NI’s £25 million Covid-19 support will ‘go to those who need it most’

Agriculture, Environment and Rural Affairs Minister Edwin Poots has said Northern Ireland’s £25 million Covid-19 support fund will be “targeted towards those most in need”.

It comes as talks have begun into how the money should be divvied up.

Farmers For Action had called for the money to be split among all farmers equally; however, Minister Poots the allocation must be evidence-based.

Minister Poots made the comments following a Private Members’ Motion in the Assembly this week on the issue.

Speaking after the motion, the Minister said: “In May, the NI Executive announced funding of £25 million for a Covid-19 support package – the most generous allocation made by any UK or EU administration for the agriculture and horticulture sectors during the coronavirus emergency.

“Since then, I have consulted with numerous industry representatives and stakeholders, including organisations, businesses and farmers from the red meat supply chain, the dairy processors and farmers and the farming unions to hear their analysis of the impacts of the pandemic and their proposals for allocation of the £25 million.

During those discussions, there was a clear acceptance of the need for support to be targeted at those farm business hardest hit financially as a direct result of the Covid-19 pandemic.

The Minister was clear about his approach: “This is not about singling out specific sectors or farm types; this is about stabilising our entire agricultural community by helping those hit hardest, deal with short-term disruptions that would substantially threaten otherwise viable businesses.

“It is my intention to ensure the funding is driven towards those most in need and those who can clearly demonstrate tangible loses as a result of Covid-19.

“Those working in the industry, or who have a clear understanding of how it operates, will know that by taking this approach, the ripple effect will help support our agricultural communities and ensure that businesses can be sustainable and continue trading in the long term.”

Union proposals

The Ulster Farmers’ Union met with Minister Edwin Poots earlier this month.
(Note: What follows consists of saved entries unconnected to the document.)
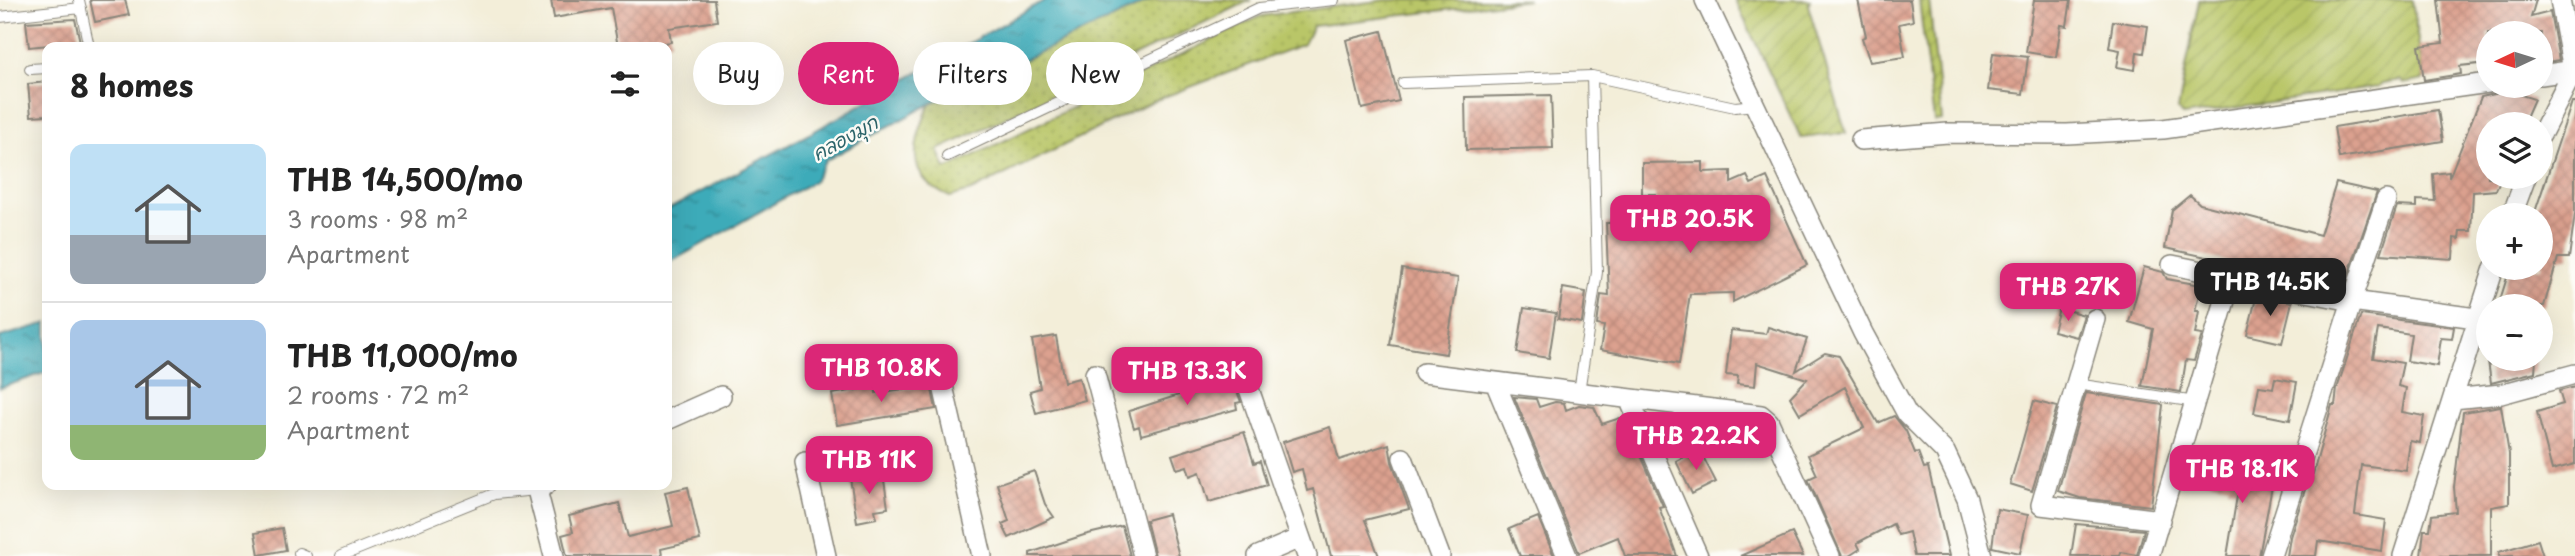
<!DOCTYPE html>
<html lang="en">
<head>
<meta charset="utf-8">
<style>
  :root { --surface:#fff; --page:#f2f2f2; --text:#222; --muted:#767676; --line:#e0e0e0; --accent:#db2777 }
  body { margin:0; font-family:"Playpen Sans","Playpen Sans Thai",sans-serif; background:var(--page); color:var(--text); height:100vh; display:flex; flex-direction:column; font-size:26px; white-space:nowrap }
  * { box-sizing:border-box; margin:0 }
  p { font-size:23px; color:var(--muted) }
  .icon { flex:none; width:38px; height:38px; fill:none; stroke:currentColor; stroke-width:2; stroke-linecap:round; stroke-linejoin:round }
  .map { position:relative; flex:1; overflow:hidden }
  .drawer { position:absolute; left:42px; top:42px; width:630px; height:448px; display:flex; flex-direction:column; background:var(--surface); border-radius:14px; box-shadow:0 7px 28px #0002 }
  .drawer>* { flex:none }
  .banner { position:absolute; left:693px; top:42px; width:665px; height:63px; display:flex; gap:14px }
  .needle { width:46px; rotate:266deg }
  .buttons { position:absolute; left:2476px; top:21px; display:grid; gap:14px }
  .buttons a { display:grid; place-items:center; width:77px; height:77px; border-radius:50%; background:var(--surface); box-shadow:0 7px 28px #0002; font-size:35px }
  .price { position:absolute; translate:-50% -60px; padding:0 16px; border-radius:14px; background:var(--accent); color:#fff; font-size:23px; line-height:46px; filter:drop-shadow(0 2px 4px #0008) }
  .price::after { content:''; position:absolute; left:50%; top:42px; width:21px; height:16px; margin-left:-10px; background:inherit; clip-path:polygon(0 0,100% 0,50% 100%) }
  .price.on { background:#222; color:#fff }
  ul { padding:0; list-style:none }
  li { display:flex; align-items:center; gap:21px; height:175px; padding:0 28px }
  li+li { border-top:2px solid var(--line) }
  li span { display:grid; place-items:center; flex:none; width:196px; height:140px; border-radius:14px; color:#555 }
  li>.icon { margin-inline-start:auto }
  span .icon { width:84px; height:84px; fill:#fffc; stroke-width:1 }
  li b { font-size:30px }
  h2 { display:flex; justify-content:space-between; align-items:center; height:84px; padding:0 28px; font-size:30px }
  .chip { padding:0 24px; border-radius:32px; background:var(--surface); box-shadow:0 7px 28px #0002; font-size:24px; line-height:63px }
  .chip.on { background:var(--accent); color:#fff }
  .map>svg:first-child { display:block }
  .grass { fill:url(#grass-dots); stroke:#6a7142; stroke-width:2 }
  .garden { fill:url(#garden-furrows); stroke:#6a7142; stroke-width:2 }
  .water { fill:url(#water-ripples); stroke:#2c646a; stroke-width:2 }
  .building { fill:url(#building-cross-hatch) }
  .lines { fill:none; stroke-linecap:round; stroke-linejoin:round }
  .lane-casing { stroke:#88857a; stroke-width:12 }
  .street-casing { stroke:#88857a; stroke-width:22 }
  .lane { stroke:#fff; stroke-width:10 }
  .street { stroke:#fff; stroke-width:19 }
  .labels { text-anchor:middle; stroke-width:5; stroke-linejoin:round; paint-order:stroke }
  .water-label { font-size:19px; font-style:italic; fill:#2c646a; stroke:#fdfcf7 }
</style>
</head>
<body>
<div class="map">
<svg width="2575" height="556" viewBox="0 0 2575 556">
  <defs>
    <pattern id="grass-dots" width="8" height="8" patternUnits="userSpaceOnUse" patternTransform="scale(1.75)"><rect width="8" height="8" fill="#b9c668"/><path d="M2 2h.1M6 6h.1" fill="none" stroke="#9eaa5a" stroke-width="1.8" stroke-linecap="round"/></pattern>
    <pattern id="garden-furrows" width="10" height="10" patternUnits="userSpaceOnUse" patternTransform="scale(1.75)"><rect width="10" height="10" fill="#b9c668"/><path d="M-1 1l2-2M0 10L10 0M9 11l2-2" fill="none" stroke="#9eaa5a"/></pattern>
    <pattern id="water-ripples" width="26" height="14" patternUnits="userSpaceOnUse" patternTransform="scale(1.75)"><rect width="26" height="14" fill="#3cabb9"/><path d="M2 4q2-2 4 0t4 0M15 11q2-2 4 0t4 0" fill="none" stroke="#328a96"/></pattern>
    <pattern id="building-cross-hatch" width="8" height="8" patternUnits="userSpaceOnUse" patternTransform="scale(1.75)"><rect width="8" height="8" fill="#dca18f"/><path d="M0 0l8 8M0 8l8-8" fill="none" stroke="#bc8a7b"/></pattern>
  </defs>
  <rect width="100%" height="100%" fill="#fdfcf7"/>
  <filter id="ink" filterUnits="userSpaceOnUse"><feTurbulence type="fractalNoise" baseFrequency=".0143" numOctaves="2"/><feDisplacementMap in="SourceGraphic" scale="14" xChannelSelector="R" yChannelSelector="G"/><feConvolveMatrix kernelMatrix="1 2 1 2 8 2 1 2 1" color-interpolation-filters="sRGB"/></filter>
  <filter id="wash" filterUnits="userSpaceOnUse"><feTurbulence type="fractalNoise" baseFrequency=".00686" numOctaves="4" result="noise"/><feDisplacementMap in="SourceGraphic" scale="28" xChannelSelector="R" yChannelSelector="G"/><feGaussianBlur stdDeviation="1.57" result="paint"/><feColorMatrix in="noise" values="0 0 0 0 0 0 0 0 0 0 0 0 0 0 0 0 0 1.4 0 .05"/><feComposite in="paint" operator="in"/></filter>
  <g filter="url(#wash)">
    <rect width="100%" height="100%" fill="#f3eed9"/>
    <path class="grass" d="M1151,0h100l-313,150 8,19 315,-153 125,-16h142l-215,26 -9,18 -148,56 -185,91 -21,6c-47,-20 -37,-53 -20,-93z"/>
    <path class="garden" d="M1735,0h75l-2,5 38,128 -45,5z
      M1919,0h10l13,120 -8,1z
      M2199,0h213l12,80 -21,4 -3,-4 -18,3 -4,4 -195,29 -5,-6z"/>
    <path class="water" d="M1045,0h106l-221,104 -104,56 -12,21 -147,83v-54l142,-76z
      M47,323v49l-47,16v-51z"/>
    <g id="blocks">
      <path class="building" d="M90,0h35l4,15 -34,7z
        M551,0h163l3,21 -48,7 2,14 -12,2 1,3h-42l-7,-39 -57,10z
        M1858,0h52l3,21 -14,3 6,33 -35,5 -8,-24 4,-2z
        M2034,0h37l-4,26 -6,-1 -5,32 -30,-5z
        M2438,0h98l-5,17 19,-5 9,48 -18,3v-30h-53v30l-28,3 1,8 -37,6 -5,-34 24,-3z
        M75,19l5,23 -51,5 -3,-25z
        M2113,21l35,5 -4,27 -7,-1 -2,18 -18,-3 3,-17 -11,-2z
        M1382,31l17,70 -37,8 -16,-69z
        M1993,53l35,4 -5,37 -35,-4z
        M47,82v33l-16,1 -3,-32z
        M2509,91l25,8 -11,25h-35v53h14l-6,13 -23,2 -2,39h-11l-1,8 -5,-1 -1,21 -72,-5 16,-48 20,1v-7l18,1 -2,-27 16,-2v6l32,-81z
        M1551,95l2,53 -87,2 -1,-53z
        M2572,102h3v112l-6,44h-11l-14,48h-39l1,-4 -6,-2 10,-32h31v-53h-7z
        M2438,110l5,31 -104,17 -5,-31z
        M1703,162v10l28,-1v12l16,-7 4,8 16,-7 40,88 -74,37v-9l-43,1 -11,70 -79,-14 4,-24 -7,-1 4,-30 8,1 -3,-73 49,-1v-28h-13v-31z
        M2336,183l41,9 -33,95 -179,-39 7,-38 18,-15 10,9 120,31z
        M2144,267l19,5 4,7 34,6 -6,26h4l-4,23 7,1 -8,26 -8,-1 -5,32 -39,-6 11,-57 -24,-7z
        M1402,269l56,9 -12,76 -56,-9z
        M1563,288l23,4 -4,31 -24,-4z
        M2257,294l35,8 -10,41 -35,-8z
        M1524,308l32,5 -7,45 -32,-5z
        M2059,308l25,7 -7,22 -24,-6z
        M2361,315l93,12 -2,12 -11,-1 -4,28 -30,-5 4,-27 -33,-5 -5,29 30,5 -5,23 8,2 -4,24 22,4 -4,27 -10,-2 -4,30 -45,-6 -6,50 31,5 -4,31 -64,-10 -2,15h-29l3,-19 20,-63h3l19,-69h3l2,-16z
        M1768,327l39,12 -11,32 29,-18 14,3 39,67 16,-7 12,15 9,22 3,-1 6,16 4,-1 21,89h-35l-5,-24 -11,3 -5,-11 -36,19 3,6 -11,7h-7l-34,-77 9,-4 -9,-20 56,-27 -19,-41 -45,27 -10,-17 17,-18 -50,-16 -2,23 -18,-2 1,-8 -12,-1 5,-45 35,4z
        M1056,336l8,46 15,-4 6,22 -49,13 -6,-22 10,-3 -8,-48z
        M2536,359l-1,13 -44,11 -3,-22z
        M1232,378l9,24 -5,1 1,6 -96,26 -2,-9 -5,2 -5,-17z
        M2275,378l22,4 -7,38 -36,-7 5,-27 14,2z
        M931,385l5,24 -99,16 -5,-31 43,-7 1,6z
        M2575,387v77l-23,6 -15,-58 26,-8 -4,-13z
        M2086,393l77,12 -12,101 -71,-8 -22,-7z
        M1514,397l22,2 3,8 16,-5 9,1 2,7 13,-5 15,2 8,17 18,-6 14,35 5,-2 24,55 -4,1 18,49h-52l-7,-19 -39,16z
        M2034,401l23,6 -25,84 -22,-7z
        M2501,406l8,48v50l-18,3v49h-70l3,-26h6l2,-15 24,-3 -2,-25 9,-75z
        M1330,427l9,33 50,-16 3,18 17,47 -44,11 14,36h-48l-18,-67 -6,2 -5,-22 -10,3 -9,-30z
        M1244,432l10,31 6,-2 7,24 -58,17 -9,-30 -10,4 -3,-10 -10,3 -5,-14z
        M1699,449l17,33 -24,12 -16,-33z
        M854,457l2,15 -17,3 -2,-16z
        M2195,461l79,15 -15,80h-32l11,-66 -10,-2 1,-3 -37,-7z
        M1034,471l11,33 9,13 -45,21 -7,-14 7,-3 -12,-37z
        M883,473l5,35 -13,2 2,8 -20,4 -7,-44z
        M688,487l12,53 -39,9 1,7h-95l-5,-21 11,-3 -4,-16 50,-13 9,34 45,-11 -8,-34z
        M1997,509l31,6 -8,38 -28,-6z
        M1168,514l11,42h-24l-9,-36z
        M1538,517l16,39h-34l-11,-27z
        M2076,524l68,6 -7,25 -16,-3 -1,4h-49z
        M1122,526l8,30h-100v-3l54,-18z
        M282,528l4,22 -27,5 -4,-22z
        M1792,533l11,23h-63z
        M2538,540l5,16h-44v-4z"/>
    </g>
  </g>
  <g filter="url(#ink)">
    <use href="#blocks" fill-opacity="0" stroke="#88857a" stroke-width="2"/>
    <g class="lines">
      <defs>
        <path id="lane" d="M79,0l10,47
          M0,17l81,-9
          M30,69l17,-1
          M1403,83l189,-7 143,31 20,-2
          M947,156l312,-148 75,-8
          M2076,384l120,18
          M1579,392l18,-120 -5,-196
          M299,553l7,3
          M341,556l153,-62 43,-4"/>
        <path id="street" d="M1705,0l158,333 44,81 38,38 22,47 15,57
          M2560,0l13,70
          M2541,75l34,-5
          M2541,135l34,-67
          M1861,140l87,-7 119,1 96,-5 325,-46
          M2512,215l14,-38
          M2172,265l180,36 34,-101
          M2095,319l-54,186 120,15
          M1242,369l65,187
          M1424,373l337,42 8,7 61,134
          M1095,374l48,182
          M1495,382l72,174
          M943,386l39,170
          M1629,399l69,157
          M2453,399l48,-5 74,-20
          M667,420l54,-24
          M1403,458l37,98
          M805,462l21,94
          M546,485l-9,5 17,66
          M1258,556l42,-18
          M2149,556l83,-279
          M2271,556l81,-255 124,17
          M2403,556l91,-288"/>
      </defs>
      <use href="#lane" class="lane-casing"/>
      <use href="#street" class="street-casing"/>
      <use href="#lane" class="lane"/>
      <use href="#street" class="street"/>
    </g>
  </g>
  <g class="labels">
    <g class="water-label">
      <text transform="translate(845 138) rotate(-29)" y="7">คลองมุก</text>
    </g>
  </g>
</svg>
<div class="buttons">
<a><svg class="needle" viewBox="-14 -14 28 28"><path d="M0-13l5 13h-10z" fill="#e53935"/><path d="M0 13l5-13h-10z" fill="#767676"/></svg></a>
<a><svg class="icon" aria-label="layers" viewBox="0 0 24 24"><path d="M12 4l9 5-9 5-9-5zM3 14l9 5 9-5"/></svg></a>
<a>+</a>
<a>−</a>
</div>
<b class="price" style="left:1690px;top:255px">THB 20.5K</b>
<b class="price on" style="left:2270px;top:318px">THB 14.5K</b>
<b class="price" style="left:2068px;top:323px">THB 27K</b>
<b class="price" style="left:881px;top:404px">THB 10.8K</b>
<b class="price" style="left:1187px;top:407px">THB 13.3K</b>
<b class="price" style="left:1696px;top:472px">THB 22.2K</b>
<b class="price" style="left:869px;top:496px">THB 11K</b>
<b class="price" style="left:2242px;top:505px">THB 18.1K</b>
<div class="banner">
<a class="chip">Buy</a>
<a class="chip on">Rent</a>
<a class="chip">Filters</a>
<a class="chip">New</a>
</div>
<section class="drawer">
<h2>8 homes<svg class="icon" aria-label="filters" viewBox="0 0 24 24"><path d="M4 7h16M4 17h16"/><circle cx="9" cy="7" r="2"/><circle cx="15" cy="17" r="2"/></svg></h2>
<ul>
<li><span style="background:linear-gradient(#bfe0f5 65%,#9aa5b1 0)"><svg class="icon" aria-label="home" viewBox="0 0 24 24"><path d="M3 11l9-7 9 7M6 9v11h12V9"/></svg></span><div><b>THB 14,500/mo</b><p>3 rooms · 98 m²</p><p>Apartment</p></div></li>
<li><span style="background:linear-gradient(#a9c7e8 75%,#8fb573 0)"><svg class="icon" aria-label="home" viewBox="0 0 24 24"><path d="M3 11l9-7 9 7M6 9v11h12V9"/></svg></span><div><b>THB 11,000/mo</b><p>2 rooms · 72 m²</p><p>Apartment</p></div></li>
</ul>
</section>
</div>
</body>
</html>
The discussion took place over Zoom and also included representatives from the Livestock and Meat Commission (LMC) and Northern Ireland Meat Exporters Association (NIMEA).

Beef and lamb chairman Sam Chesney requested £13.2 million for the beef sector and £270,000 for the lamb sector.

An LMC-commissioned independent study with The Andersons Centre, showed that at the height of the pandemic, beef farmers incurred a loss of £238/carcass, and sheep farmers £31 / lamb carcass.

Beef finishers also took a severe hit as they were unable to source cattle. Data from the LMC showed movements were down 37,000 (55%) during lockdown, severely affecting finishers gross margins.

“The beef sector was first hit by the pandemic in late December when the Chinese market went into lockdown followed by the EU market. Italy is a major EU market for quality leather production and with the severe lockdown, this knock-on effect came very quickly to NI producers.

“This resulted in £40-£50/head prices that fell well below the three-year average. Farm-gate prices were aggravated further when the UK went into lockdown.

“The closure of the foodservice sector became the final nail in the coffin for many beef and sheep producers and this then exacerbated an already bad situation.

“We were expecting prices to rise this year and it was badly needed after the losses incurred over the past few years, but then the Covid-19 outbreak happened.

Beef and sheep farmers are worse off than ever before, and many were not able to draw support from the self-employment scheme.

“Therefore, it is vital that the funding for the agri-food sector is allocated to those farmers who suffered the most loss.

“The focus must be on slaughtered cattle in Northern Ireland and slaughtered lambs in both Northern Ireland and the Republic of Ireland,” said Chesney.

Chesney said that as a result, the union wanted to see £50/head paid on cattle in the first six months of 2020 and a further £60/head during the seven-week period from the end of March.

“For lamb, a payment of £8/lamb slaughtered for the four-week period ending on March 28 to week ending on April 18 is needed,” he said.